▶ ASSIGNMENT: A faithful, complete transcript of the entries below, without pictures, should be returned.
|---|
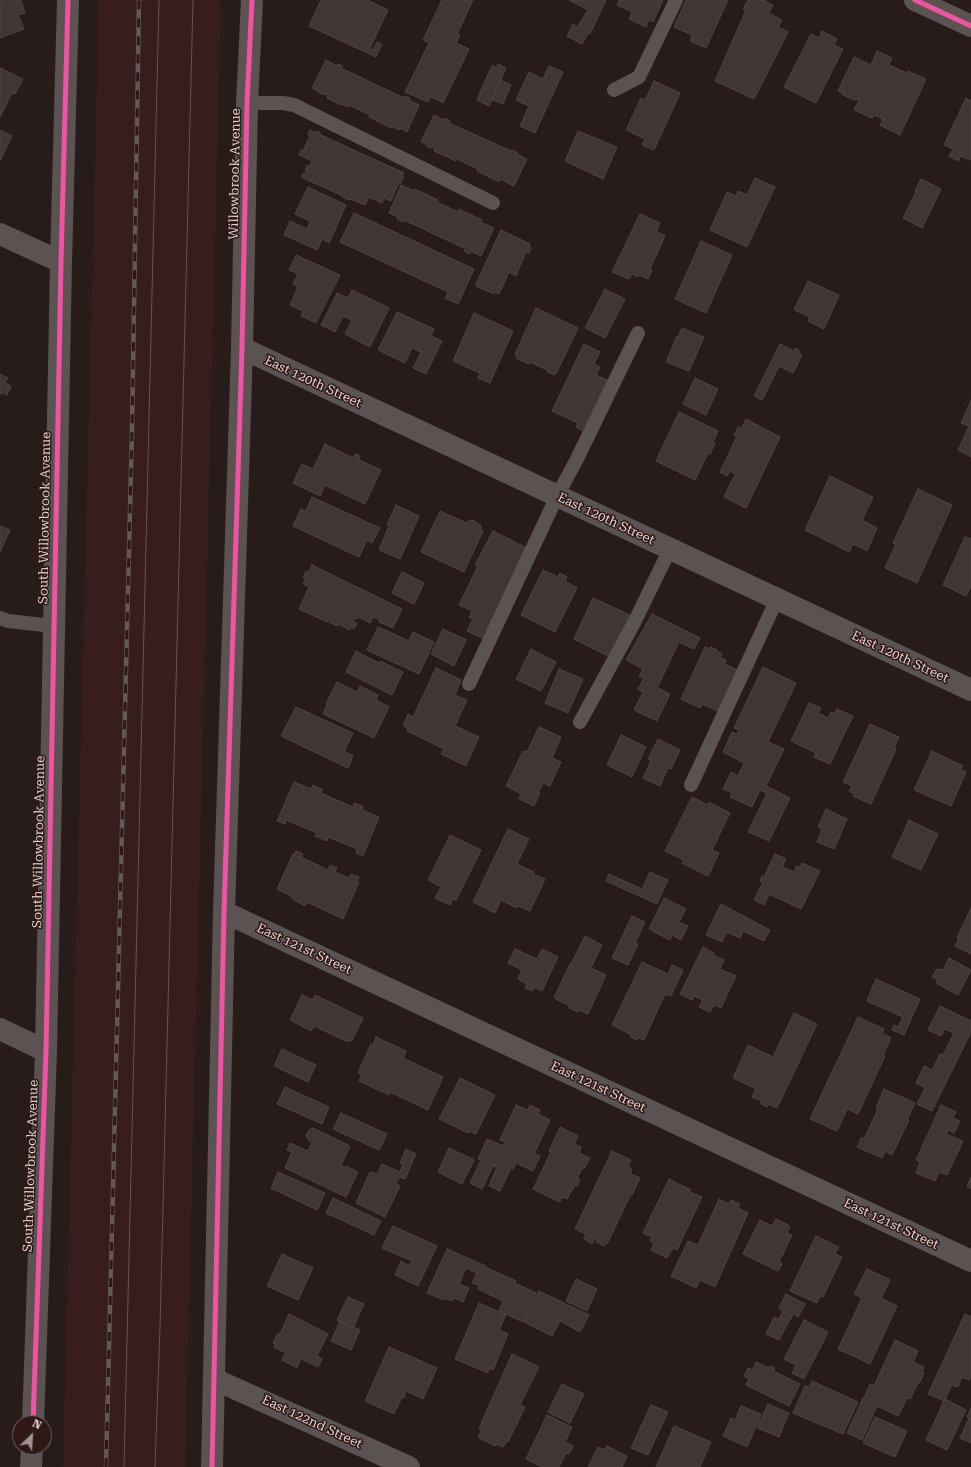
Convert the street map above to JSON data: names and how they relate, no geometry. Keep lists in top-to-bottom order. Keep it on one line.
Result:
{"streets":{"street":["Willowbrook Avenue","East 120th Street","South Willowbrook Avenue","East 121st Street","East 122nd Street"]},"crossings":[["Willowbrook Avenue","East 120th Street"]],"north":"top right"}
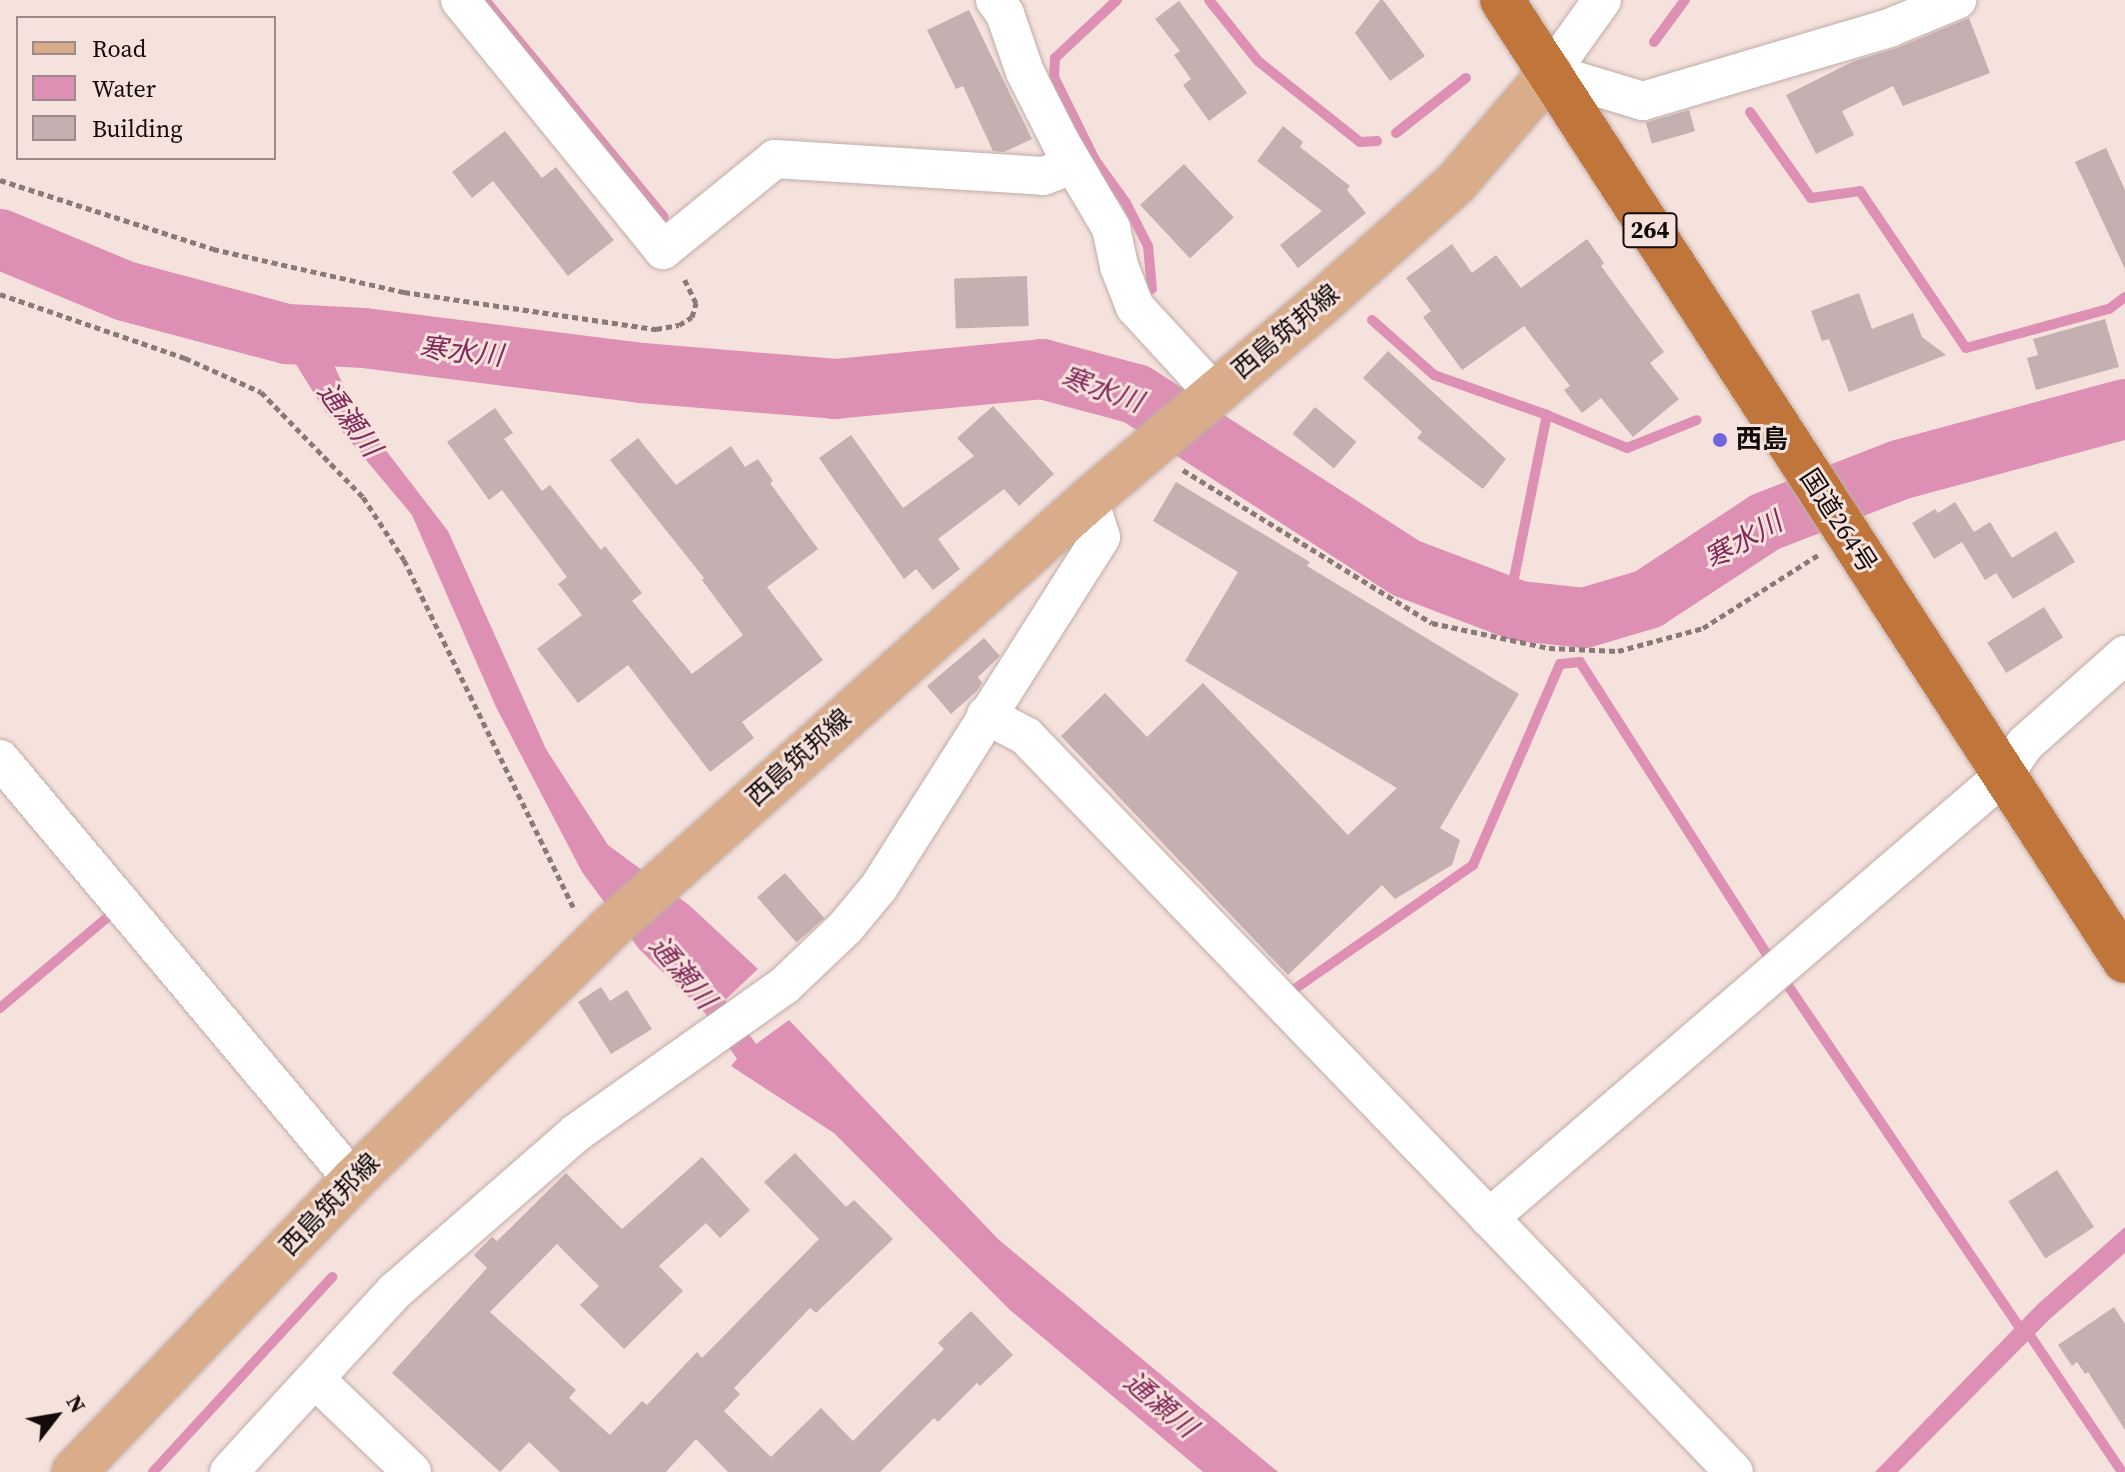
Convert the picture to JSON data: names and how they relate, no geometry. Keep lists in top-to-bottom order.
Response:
|---|
▶ OUTPUT FOR THIS TASK:
Convert the street map above to JSON data: names and how they relate, no geometry. Keep lists in top-to-bottom order. Keep it on one line.
Result:
{"streets":{"street":["Willowbrook Avenue","East 120th Street","South Willowbrook Avenue","East 121st Street","East 122nd Street"]},"crossings":[["Willowbrook Avenue","East 120th Street"]],"north":"top right"}
Convert the picture to JSON data: names and how they relate, no geometry. Keep lists in top-to-bottom order.
Response:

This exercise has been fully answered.